→ Saved data entries:

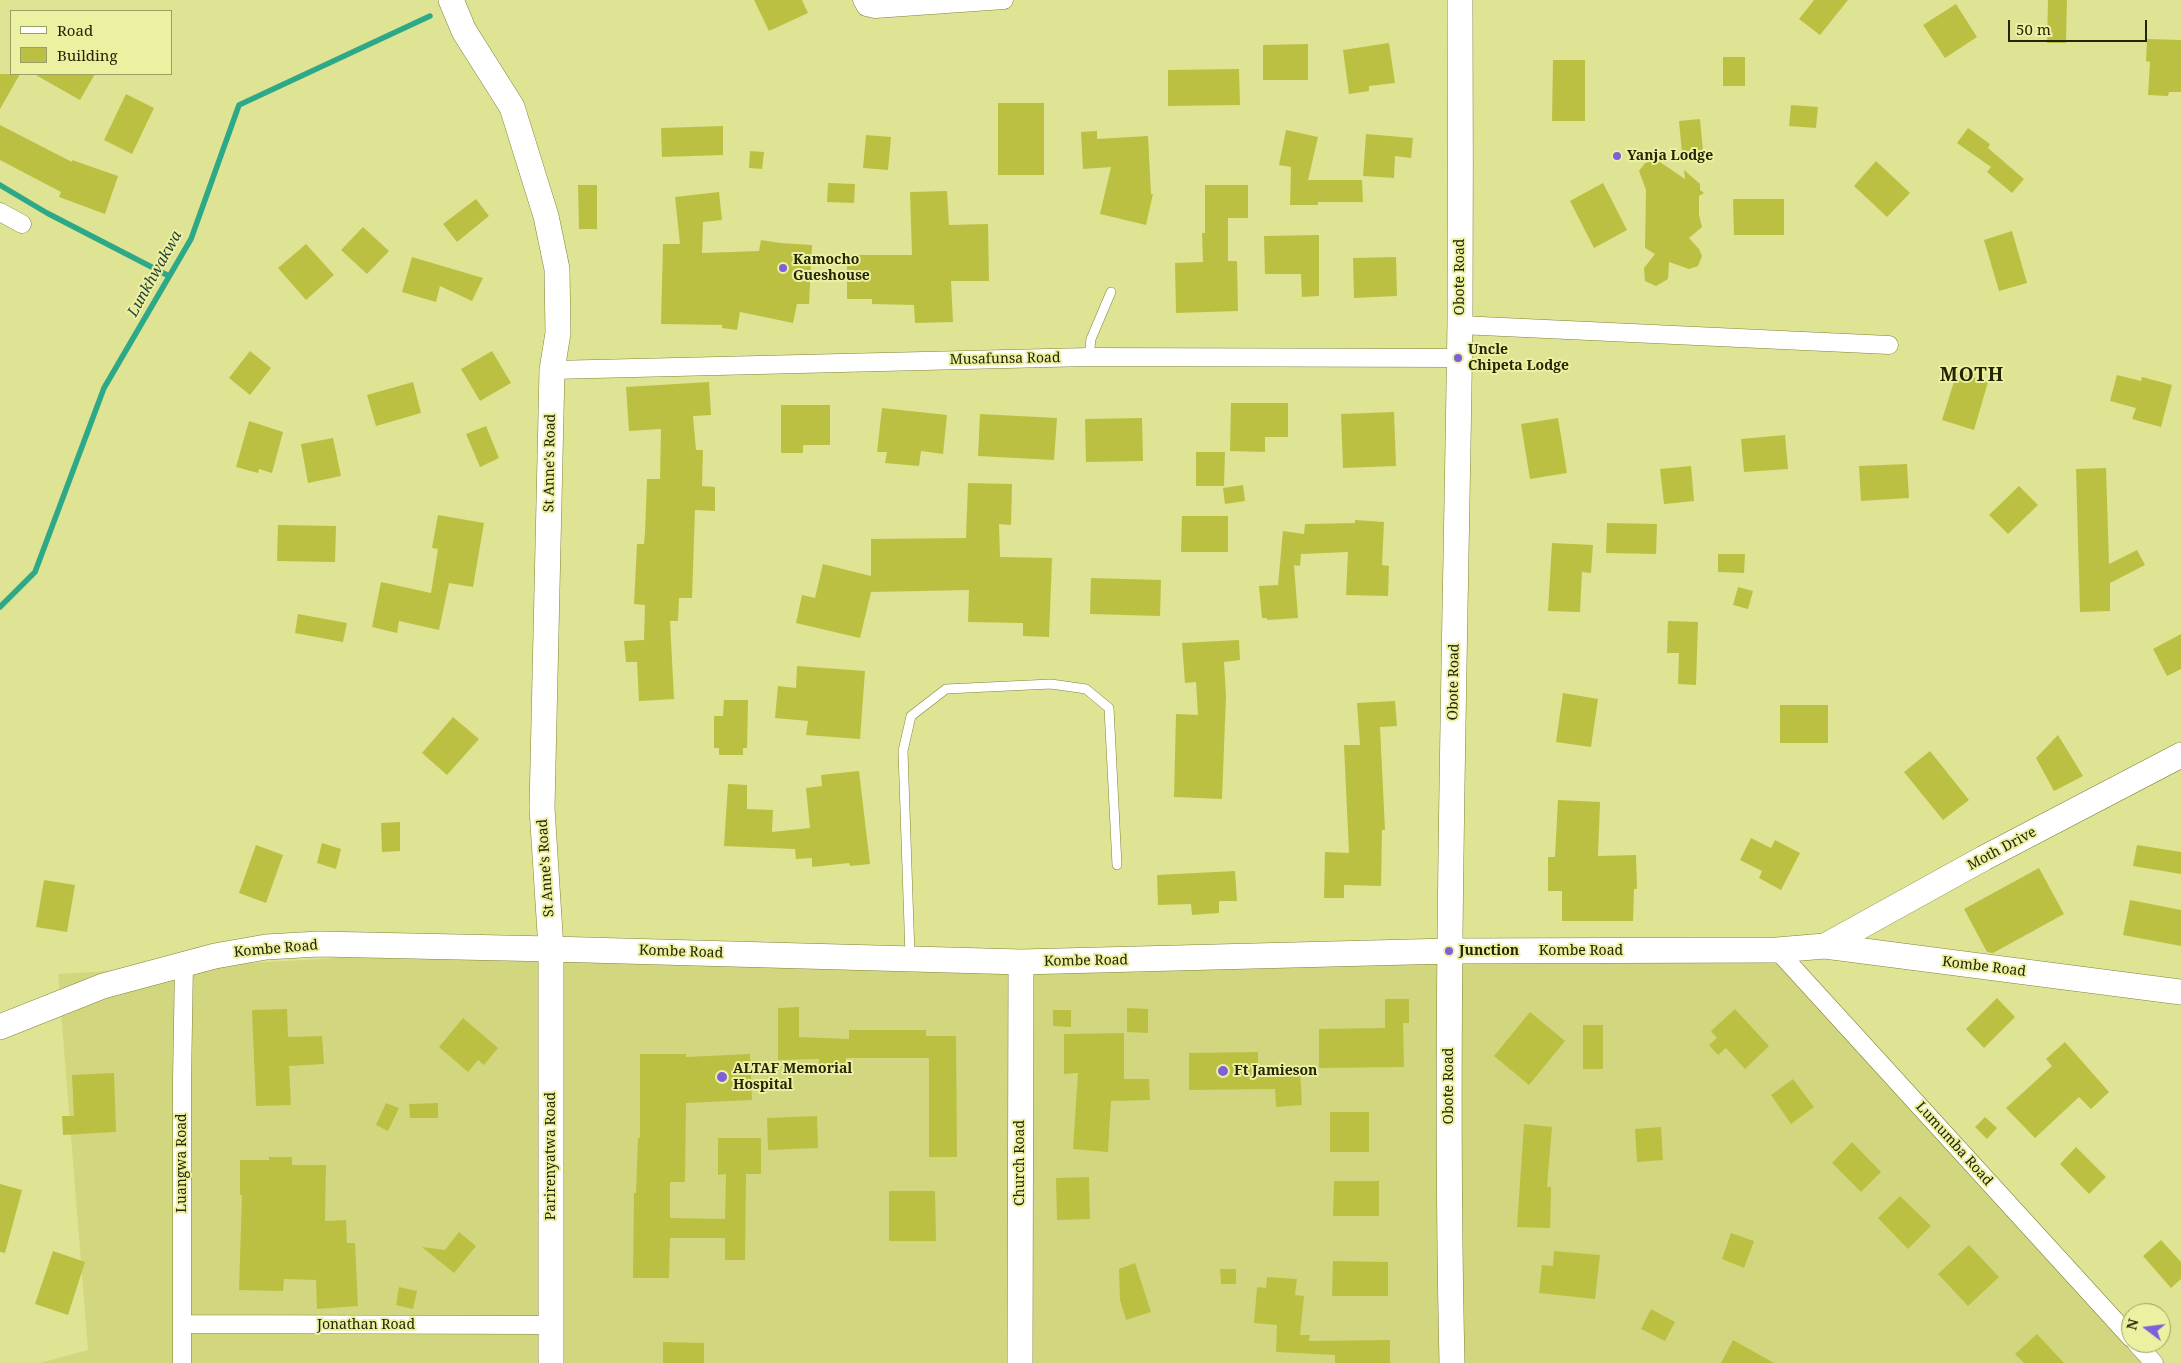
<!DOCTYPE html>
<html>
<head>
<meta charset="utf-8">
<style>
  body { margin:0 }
  #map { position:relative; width:2181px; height:1363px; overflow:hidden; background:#dfe394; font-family:"Noto Serif",serif }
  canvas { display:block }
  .legend { position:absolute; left:10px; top:10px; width:162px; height:65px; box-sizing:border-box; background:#ecf0a1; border:1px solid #9c9f63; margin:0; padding:6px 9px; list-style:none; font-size:15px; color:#242505 }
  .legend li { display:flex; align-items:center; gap:10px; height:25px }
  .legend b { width:25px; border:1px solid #9c9f63 }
  .north { position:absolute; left:2121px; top:1303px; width:50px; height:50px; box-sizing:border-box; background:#ecf0a1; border:1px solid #9c9f63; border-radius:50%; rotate:285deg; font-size:14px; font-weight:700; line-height:20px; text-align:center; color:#242505 }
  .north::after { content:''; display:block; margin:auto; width:18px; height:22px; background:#7e60db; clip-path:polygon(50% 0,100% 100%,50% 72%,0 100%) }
  .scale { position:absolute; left:2008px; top:20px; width:139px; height:22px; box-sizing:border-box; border:2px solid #242505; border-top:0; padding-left:6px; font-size:15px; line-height:18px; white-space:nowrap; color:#242505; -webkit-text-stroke:4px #ecf0a1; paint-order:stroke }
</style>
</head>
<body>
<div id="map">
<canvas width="2181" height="1363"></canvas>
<ul class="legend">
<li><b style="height:6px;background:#fff"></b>Road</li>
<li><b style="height:14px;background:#bcc042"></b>Building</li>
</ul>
<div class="north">N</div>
<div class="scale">50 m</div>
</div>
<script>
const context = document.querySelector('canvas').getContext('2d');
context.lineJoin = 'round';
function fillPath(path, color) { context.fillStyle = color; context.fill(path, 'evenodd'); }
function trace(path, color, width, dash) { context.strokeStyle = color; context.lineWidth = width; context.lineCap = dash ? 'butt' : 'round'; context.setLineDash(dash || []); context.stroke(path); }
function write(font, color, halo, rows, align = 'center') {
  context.font = font + ' "Noto Serif",serif'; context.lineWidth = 4; context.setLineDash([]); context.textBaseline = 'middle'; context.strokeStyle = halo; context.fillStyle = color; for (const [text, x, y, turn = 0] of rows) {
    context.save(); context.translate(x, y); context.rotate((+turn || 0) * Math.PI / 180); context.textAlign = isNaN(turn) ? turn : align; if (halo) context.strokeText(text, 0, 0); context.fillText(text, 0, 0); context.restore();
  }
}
fillPath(new Path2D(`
  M513 948 1423 952 1800 964 2131 1343H2147L2165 1363H40L88 1350 58 974Z`), '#d2d77f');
trace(new Path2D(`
  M0 185 47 213 169 276
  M0 607 35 572 104 388 191 239 239 105 430 16`), '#2ea988', 5.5);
fillPath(new Path2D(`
  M754 0H802L808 13 769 31Z
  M1814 0H1848L1820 35 1799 19Z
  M2048 0H2067L2066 43H2047Z
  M1956 4 1977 37 1945 58 1923 25Z
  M2147 39 2181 40V92H2169L2168 96 2148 95 2150 62 2146 61Z
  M1389 43 1395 83 1369 86V91L1349 94 1343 50Z
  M1308 44V80H1263V45Z
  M1723 57H1745V86H1723Z
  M1553 60H1585V121H1552Z
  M1239 69 1240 105 1168 106V70Z
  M0 74H20L0 109Z
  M34 74H95L80 100Z
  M126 94 154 108 132 154 104 140Z
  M998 103H1044V175H998Z
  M1791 105 1818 107 1816 128 1789 126Z
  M1700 119 1703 151 1682 153 1679 121Z
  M0 125 72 162V160L118 176 105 214 59 197 61 192 0 160Z
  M723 126V155L662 157 661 128Z
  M1968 128 1990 144 1988 148 2024 179 2012 193 1987 172 1991 167 1957 143Z
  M1286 130 1318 137 1308 180H1362L1363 202H1318V205H1290L1291 167 1279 165Z
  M1097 131V139L1148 136 1151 194H1153L1146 225 1100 214 1111 167 1083 169 1081 132Z
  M1366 134 1413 138 1411 158 1395 156 1394 178 1363 176Z
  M866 135 891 137 888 170 863 168Z
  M750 151 764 152 762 169 749 168Z
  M1657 160 1685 179 1684 170 1700 184V190L1704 193 1699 196V215L1702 227 1689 238 1699 249 1702 256 1698 266 1689 269 1669 262 1668 279 1656 286 1645 281 1644 268 1655 254 1645 248 1646 190 1639 171 1645 163Z
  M1876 161 1910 193 1887 217 1854 186Z
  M828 183 855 184 854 203 827 202Z
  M1603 183 1627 230 1594 248 1570 201Z
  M578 185H597V229H579Z
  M1205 185H1248V218H1228V261H1237L1238 311 1176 313 1175 263 1203 262 1202 233H1205Z
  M947 191 949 225 988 224 989 281H951L953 322 915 323 914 305 872 304V299H847V255H912L910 192Z
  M719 192 722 220 703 222 702 253 759 251 761 240 780 243 812 245 809 304H797L793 323 740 312 737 330 722 328V325L661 324 663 244H680L675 197Z
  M476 199 489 216 457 242 443 224Z
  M1733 199H1784V235H1734Z
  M363 227 389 251 367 274 341 250Z
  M2012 231 2027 283 1999 291 1984 240Z
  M1319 235V296L1302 297 1301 274H1265L1264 236Z
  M306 244 334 275 306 300 278 268Z
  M412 257 483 278 472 301 440 286 436 302 402 292Z
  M1396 257 1397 296 1354 298 1353 258Z
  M250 351 271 368 250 395 229 378Z
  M492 351 511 383 480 401 461 369Z
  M1957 372 1988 382 1974 430 1942 420Z
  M2117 375 2141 381 2142 377 2172 385 2161 427 2132 419 2136 408 2110 401Z
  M413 382 421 413 376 426 367 395Z
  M709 382 711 415 693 416 696 450H703L702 486 715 487V511L695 510 692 598H679L678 621H670L674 699 639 701 637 662H626L624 641 644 640 645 605 634 604 637 544H644L645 533 647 479H660L661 429 629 431 626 387Z
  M1231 403H1288V437H1265V452L1230 451Z
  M781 405H830V445H803V453H781Z
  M882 408 947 415 943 454 921 451 919 466 885 463 887 452H877Z
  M1394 412 1396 466 1343 468 1341 414Z
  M980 414 1057 418 1054 460 978 456Z
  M1142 418 1143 461 1086 462 1085 419Z
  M1558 418 1567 473 1530 479 1521 424Z
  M249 421 283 432 272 473 259 469 258 473 236 467Z
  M486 426 499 458 480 467 466 434Z
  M1785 435 1788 469 1744 472 1741 439Z
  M333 438 341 476 308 483 301 444Z
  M1196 452H1225L1224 486H1196Z
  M1907 464 1909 498 1861 501 1859 466Z
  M1691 466 1694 501 1664 504 1660 469Z
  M2106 468 2109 564 2137 550 2145 565 2110 583V611L2080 612 2076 469Z
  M968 483 1012 484 1011 525 999 524 1000 557 1052 558 1049 637 1023 636V623L968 622 969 590 871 592 860 638 796 623 802 595 815 598 823 564 871 576V539L966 538Z
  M1243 485 1245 501 1225 504 1223 488Z
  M2019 486 2038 505 2008 534 1989 515Z
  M438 515 484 523 473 587 449 583 439 630 399 621 397 633 372 627 381 582 431 593 438 549 432 548Z
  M1182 516H1228V552H1181Z
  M1355 520 1384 522 1382 565 1389 566 1388 596 1346 595 1348 552 1301 554 1300 566 1294 565 1298 618 1267 620V618H1262L1259 586 1278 585 1283 531 1304 534 1305 524 1355 523Z
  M1607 523 1657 524 1656 554 1606 553Z
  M278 525 336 526 335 562 277 561Z
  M1552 543 1593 545 1591 573 1582 572 1580 612 1548 611Z
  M1718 554H1745L1744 573 1718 572Z
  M1091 578 1161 580 1160 616 1090 614Z
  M1738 587 1753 591 1748 609 1733 605Z
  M298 614 347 623 343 642 295 633Z
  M1668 621 1698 622 1696 685 1678 684 1679 653H1667Z
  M2181 634V669L2167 676 2153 649Z
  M1239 640 1240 660 1224 662 1226 696 1222 799 1174 797 1176 714 1198 715 1196 682 1185 683 1182 643Z
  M797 666 865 671 860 739 806 735 808 721 775 718 778 686 796 688Z
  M1563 693 1598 699 1591 747 1556 742Z
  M724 700H748L747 748H743V755H719V748H714V716H723Z
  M1395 701 1397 726 1380 727 1385 830H1382L1381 886 1344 885V898H1324L1325 852 1349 853 1344 745H1360L1357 703Z
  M1780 705H1828V743H1780Z
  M453 717 479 739 447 775 422 753Z
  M2058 735 2083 776 2054 791 2036 758Z
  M1930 751 1969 800 1943 820 1904 772Z
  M859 771 870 864 850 866 849 863 812 867V858L796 859 795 849 724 846 728 784 747 785V809L773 810 772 832 810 828 806 788 822 786 821 775Z
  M1558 800 1600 802 1598 856 1636 855 1637 889H1634L1633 921H1562V891H1548V857H1555Z
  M400 822V851L382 852 381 823Z
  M1751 838 1771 848 1775 840 1800 853 1781 890 1759 878 1762 871 1740 860Z
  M322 843 341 849 336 869 317 863Z
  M256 845 283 855 266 903 239 893Z
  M2137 845 2181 852V874L2133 866Z
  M2039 868 2064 914 1993 953 1987 952 1964 909Z
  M1235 871 1237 901H1219V913L1192 915 1191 904 1158 905 1157 875Z
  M44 880 75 885 67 932 36 927Z
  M2130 900 2181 910V946L2123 935Z
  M1997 998 2015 1017 1984 1048 1966 1029Z
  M1385 999H1409V1023H1403L1404 1067 1319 1068V1029L1385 1028Z
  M799 1007V1037L849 1039V1030H926V1036H956L957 1157H929V1058H846V1066L819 1064V1059L778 1060V1008Z
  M1127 1008 1148 1009V1033L1127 1032Z
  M287 1009 288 1037 322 1036 324 1064 289 1066 291 1105 256 1106 252 1010Z
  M1735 1009 1769 1046 1745 1069 1726 1048 1718 1055 1709 1045 1717 1038 1711 1031Z
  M1053 1010H1071V1027L1053 1026Z
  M1530 1012 1565 1041 1529 1085 1494 1056Z
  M463 1018 498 1048 484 1065 478 1060 468 1072 439 1047Z
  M1583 1025H1603V1069H1583Z
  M1124 1033V1079H1149L1150 1100 1111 1101 1108 1152 1073 1149 1078 1073 1064 1074V1034Z
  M2065 1042 2109 1092 2091 1109 2079 1097 2035 1138 2006 1108 2052 1066 2046 1059Z
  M1258 1052V1072L1300 1069 1302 1105 1276 1107 1275 1089 1189 1090V1053Z
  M640 1054H686V1057L750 1054 752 1100 686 1103 685 1182H670V1218L725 1219 726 1174 718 1175V1138H761V1174H746L745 1260H725V1238H670L669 1278H633L634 1193H636L638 1138H640Z
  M114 1073 116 1132 63 1135 62 1116H74L72 1075Z
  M1793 1079 1814 1107 1791 1124 1771 1095Z
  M386 1103 399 1108 388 1131 376 1125Z
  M438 1103V1118H410L409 1104Z
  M1330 1112H1369V1152H1330Z
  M817 1116 818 1148 768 1150 767 1118Z
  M1985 1117 1997 1128 1987 1139 1975 1127Z
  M1524 1124 1552 1127 1547 1187H1551L1550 1228 1517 1227Z
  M1661 1127 1663 1160 1637 1162 1635 1129Z
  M1852 1142 1881 1172 1861 1192 1832 1163Z
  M2076 1147 2106 1177 2089 1194 2060 1164Z
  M269 1157H292V1165H326L325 1221 346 1220 347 1243H355L358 1306 317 1309 316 1280 284 1279 283 1291 239 1290 242 1195H240V1160H269Z
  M1089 1177 1090 1219 1057 1220 1056 1178Z
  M1334 1181H1379V1216H1333Z
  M0 1184 22 1190 5 1253 0 1252Z
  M889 1191H935L936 1241H889Z
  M1900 1196 1931 1226 1908 1249 1878 1218Z
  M459 1232 476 1246 454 1273 422 1247 445 1250Z
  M1731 1233 1754 1241 1744 1268 1722 1259Z
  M2161 1240 2181 1262V1279L2171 1288 2143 1256Z
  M1969 1245 1999 1277 1968 1306 1938 1274Z
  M53 1251 85 1262 68 1315 35 1304Z
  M1554 1251 1600 1255 1595 1299 1539 1293 1542 1265 1553 1266Z
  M1333 1261 1388 1262V1296H1332Z
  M1135 1263 1151 1312 1126 1320 1120 1300 1119 1269Z
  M1220 1269H1236V1284H1221Z
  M1267 1277 1297 1279 1295 1295 1304 1296 1300 1335H1310L1309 1341 1390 1340V1363H1335V1355L1276 1352 1277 1325 1254 1323 1257 1287 1266 1288Z
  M399 1287 417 1291 413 1309 396 1305Z
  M1651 1309 1675 1322 1665 1341 1641 1329Z
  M2037 1334 2064 1363H2024L2015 1354Z
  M1733 1340 1774 1363H1721Z
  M663 1342 704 1343V1363H663Z`), '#bcc042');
const lane = new Path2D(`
  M1089 357 1091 339 1111 292
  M910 956 903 751 911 716 946 689 1051 684 1086 689 1109 708 1117 865`);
const street = new Path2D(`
  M862 0 866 7 875 9 1004 0
  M0 212 22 224
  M1460 325 1889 345
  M552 370 1089 357 1458 358
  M1777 950 2131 1338
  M182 1324 550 1325
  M2136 1343 2154 1363
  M182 1363V1081L184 964`);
const secondary = new Path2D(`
  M451 0 464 31 512 107 546 216 557 269 558 333 552 370 542 808 551 949V1363
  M1825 946 1984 858 2181 755
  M0 1027 103 986 215 956 266 947 319 944 551 949 1021 962 1449 951 1777 950 1825 946 2181 992
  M1020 1363 1021 962
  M1452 1363C1444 1016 1455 669 1460 322 1461 215 1460 107 1460 0`);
trace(lane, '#818336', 10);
trace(street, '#818336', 19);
trace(secondary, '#818336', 26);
trace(lane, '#fff', 9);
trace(street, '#fff', 18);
trace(secondary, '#fff', 25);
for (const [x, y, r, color] of [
  [1617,156,5,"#7e60db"],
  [783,268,5,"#7e60db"],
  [1458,358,5,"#7e60db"],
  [1449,951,5,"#7e60db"],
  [1223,1071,6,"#7e60db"],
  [722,1077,6,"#7e60db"]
]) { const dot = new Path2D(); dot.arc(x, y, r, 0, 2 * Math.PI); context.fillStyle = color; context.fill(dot); trace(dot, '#ecf0a1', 2); }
write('bold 14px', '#242505', '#ecf0a1', [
  ["Yanja Lodge",1627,156],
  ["Kamocho",793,260],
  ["Gueshouse",793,276],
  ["Uncle",1468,350],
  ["Chipeta Lodge",1468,366],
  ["Junction",1459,951],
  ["ALTAF Memorial",733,1069],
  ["Hospital",733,1085],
  ["Ft Jamieson",1234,1071]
], 'left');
write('14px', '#242505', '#ecf0a1', [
  ["Obote Road",1460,277,-90],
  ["Musafunsa Road",1005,359,-1],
  ["St Anne's Road",550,463,-89],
  ["Obote Road",1454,682,-89],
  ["Moth Drive",2002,849,-28],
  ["St Anne's Road",546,868,-94],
  ["Kombe Road",276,949,-5],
  ["Kombe Road",1581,951],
  ["Kombe Road",681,952,2],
  ["Kombe Road",1086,961,-1],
  ["Kombe Road",1984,967,7],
  ["Obote Road",1449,1086,-90],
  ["Lumumba Road",1954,1144,48],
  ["Parirenyatwa Road",551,1156,-90],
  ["Luangwa Road",182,1163,-90],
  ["Church Road",1020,1163,-90],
  ["Jonathan Road",366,1325]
]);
write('italic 15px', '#264037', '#ecf0a1', [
  ["Lunkhwakwa",155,274,-61]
]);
context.letterSpacing = '1px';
write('bold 19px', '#242505', '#ecf0a1', [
  ["MOTH",1972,376]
]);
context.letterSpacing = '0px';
</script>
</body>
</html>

→ INSTRUCTIONS FOR THE TASK: Only lines holding the string "function" are wanted; gather each one from the entries above.

→ SOLUTION:
function fillPath(path, color) { context.fillStyle = color; context.fill(path, 'evenodd'); }
function trace(path, color, width, dash) { context.strokeStyle = color; context.lineWidth = width; context.lineCap = dash ? 'butt' : 'round'; context.setLineDash(dash || []); context.stroke(path); }
function write(font, color, halo, rows, align = 'center') {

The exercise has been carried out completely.